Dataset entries
■ ■ ■
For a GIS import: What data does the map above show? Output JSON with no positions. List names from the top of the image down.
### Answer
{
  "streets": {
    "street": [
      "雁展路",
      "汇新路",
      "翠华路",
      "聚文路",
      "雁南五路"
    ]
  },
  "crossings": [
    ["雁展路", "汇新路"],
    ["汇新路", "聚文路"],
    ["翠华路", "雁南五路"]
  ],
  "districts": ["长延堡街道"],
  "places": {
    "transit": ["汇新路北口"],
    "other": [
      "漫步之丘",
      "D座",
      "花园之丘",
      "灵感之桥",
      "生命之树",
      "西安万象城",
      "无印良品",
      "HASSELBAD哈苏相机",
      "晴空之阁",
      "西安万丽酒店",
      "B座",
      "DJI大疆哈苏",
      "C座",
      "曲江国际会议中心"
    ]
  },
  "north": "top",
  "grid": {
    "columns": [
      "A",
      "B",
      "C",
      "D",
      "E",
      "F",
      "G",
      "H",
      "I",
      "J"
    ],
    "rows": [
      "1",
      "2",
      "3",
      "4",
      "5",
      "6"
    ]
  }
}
■ ■ ■
• [Task directions]
The full set of entries should be transcribed exactly.

• [Response to the exercise]
For a GIS import: What data does the map above show? Output JSON with no positions. List names from the top of the image down.
### Answer
{
  "streets": {
    "street": [
      "雁展路",
      "汇新路",
      "翠华路",
      "聚文路",
      "雁南五路"
    ]
  },
  "crossings": [
    ["雁展路", "汇新路"],
    ["汇新路", "聚文路"],
    ["翠华路", "雁南五路"]
  ],
  "districts": ["长延堡街道"],
  "places": {
    "transit": ["汇新路北口"],
    "other": [
      "漫步之丘",
      "D座",
      "花园之丘",
      "灵感之桥",
      "生命之树",
      "西安万象城",
      "无印良品",
      "HASSELBAD哈苏相机",
      "晴空之阁",
      "西安万丽酒店",
      "B座",
      "DJI大疆哈苏",
      "C座",
      "曲江国际会议中心"
    ]
  },
  "north": "top",
  "grid": {
    "columns": [
      "A",
      "B",
      "C",
      "D",
      "E",
      "F",
      "G",
      "H",
      "I",
      "J"
    ],
    "rows": [
      "1",
      "2",
      "3",
      "4",
      "5",
      "6"
    ]
  }
}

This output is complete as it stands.